Load balancing can be done by HTTP load balancers
Services and hosts can be added or removed from the cluster as needed without any downtime
State and data persistence of Squirro is handled by standard software components that can scale horizontally too
See the sections for Elasticsearch, MySQL, Redis, GlusterFS and Zookeeper below for more details.
The Squirro cluster service manages these systems, handles failover, and minimizes configuration and management complexity.
Design for Scaling#
Squirro can be run on a single host. While this isn’t recommended for production environments, it’s ideal for development and testing environments.

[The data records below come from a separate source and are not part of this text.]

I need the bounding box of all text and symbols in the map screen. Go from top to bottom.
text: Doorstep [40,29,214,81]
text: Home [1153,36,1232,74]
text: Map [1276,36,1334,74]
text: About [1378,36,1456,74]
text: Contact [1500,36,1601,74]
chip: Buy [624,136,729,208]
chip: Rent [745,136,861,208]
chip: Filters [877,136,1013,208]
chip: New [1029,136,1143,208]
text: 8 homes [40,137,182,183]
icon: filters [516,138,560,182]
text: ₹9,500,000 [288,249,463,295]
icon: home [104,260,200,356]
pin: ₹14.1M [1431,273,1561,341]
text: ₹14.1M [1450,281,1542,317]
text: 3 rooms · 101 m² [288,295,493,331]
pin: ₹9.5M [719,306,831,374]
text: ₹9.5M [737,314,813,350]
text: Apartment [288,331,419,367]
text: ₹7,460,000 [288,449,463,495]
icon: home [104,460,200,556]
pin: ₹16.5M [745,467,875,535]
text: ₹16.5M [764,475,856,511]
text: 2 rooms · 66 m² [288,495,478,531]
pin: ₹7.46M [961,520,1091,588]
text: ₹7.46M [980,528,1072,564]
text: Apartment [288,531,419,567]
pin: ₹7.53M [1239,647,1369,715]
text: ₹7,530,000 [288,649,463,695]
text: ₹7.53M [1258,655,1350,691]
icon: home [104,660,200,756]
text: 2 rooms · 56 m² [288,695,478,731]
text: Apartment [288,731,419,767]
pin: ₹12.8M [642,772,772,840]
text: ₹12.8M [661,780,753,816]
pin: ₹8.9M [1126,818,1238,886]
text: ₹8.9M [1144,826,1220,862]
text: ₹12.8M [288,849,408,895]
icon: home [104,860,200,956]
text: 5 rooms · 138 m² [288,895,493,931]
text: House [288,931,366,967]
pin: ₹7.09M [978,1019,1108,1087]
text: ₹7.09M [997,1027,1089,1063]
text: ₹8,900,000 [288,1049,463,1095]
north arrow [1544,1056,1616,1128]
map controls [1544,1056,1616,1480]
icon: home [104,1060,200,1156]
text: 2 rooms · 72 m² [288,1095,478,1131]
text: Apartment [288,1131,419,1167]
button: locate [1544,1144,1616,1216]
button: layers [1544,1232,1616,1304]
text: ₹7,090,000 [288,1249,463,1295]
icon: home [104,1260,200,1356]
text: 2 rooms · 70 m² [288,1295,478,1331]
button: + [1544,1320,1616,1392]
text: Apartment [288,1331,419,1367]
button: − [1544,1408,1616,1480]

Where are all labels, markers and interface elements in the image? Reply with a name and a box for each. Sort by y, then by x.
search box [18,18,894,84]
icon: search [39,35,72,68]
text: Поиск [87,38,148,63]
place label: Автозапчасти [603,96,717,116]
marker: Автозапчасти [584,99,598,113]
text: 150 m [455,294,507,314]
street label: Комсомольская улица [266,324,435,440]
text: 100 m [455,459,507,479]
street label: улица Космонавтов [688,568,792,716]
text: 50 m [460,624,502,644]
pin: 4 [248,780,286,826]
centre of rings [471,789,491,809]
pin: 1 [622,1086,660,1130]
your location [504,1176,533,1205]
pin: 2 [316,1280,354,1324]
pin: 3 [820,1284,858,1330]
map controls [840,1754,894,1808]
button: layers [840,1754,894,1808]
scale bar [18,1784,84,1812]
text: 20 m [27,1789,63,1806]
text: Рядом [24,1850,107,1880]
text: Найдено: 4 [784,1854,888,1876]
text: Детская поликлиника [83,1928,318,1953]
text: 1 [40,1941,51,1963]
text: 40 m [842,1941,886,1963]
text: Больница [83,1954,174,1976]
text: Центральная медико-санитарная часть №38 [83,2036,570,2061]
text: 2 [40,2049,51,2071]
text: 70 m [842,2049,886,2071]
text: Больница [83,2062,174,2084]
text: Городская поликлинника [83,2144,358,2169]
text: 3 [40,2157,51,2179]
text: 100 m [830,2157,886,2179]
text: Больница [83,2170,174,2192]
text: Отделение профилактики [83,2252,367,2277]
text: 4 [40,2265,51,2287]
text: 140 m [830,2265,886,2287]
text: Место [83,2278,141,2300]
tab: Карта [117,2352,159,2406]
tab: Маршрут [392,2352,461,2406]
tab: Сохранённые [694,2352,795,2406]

The simplest setup with all the components of Squirro deployed is shown in the image below:
The most crucial component in this setup is RAM. For simple testing purposes, 4 GB is acceptable. However, if any amount of data will be ingested, at least 8 GB is recommended. This setup can be scaled vertically to a certain limit.
The following are the major components that can be increased:
CPU: The service-oriented nature of Squirro benefits from additional CPU cores. While higher CPU frequencies are always beneficial too, it’s recommended that you focus on adding additional CPU cores or threads.
RAM: As more data is ingested and more queries are run in parallel, the RAM requirements will increase, especially for Elasticsearch. For a production environment, it’s strongly recommended that you run Elasticsearch on dedicated hosts for this very reason. See below.
Note: There are limits on how much RAM is recommended for Elasticsearch. See Liming Memory Usage in Elasticsearch’s official documentation for more details.
Storage: Fast, flash-based IO is highly recommended and will make a big impact.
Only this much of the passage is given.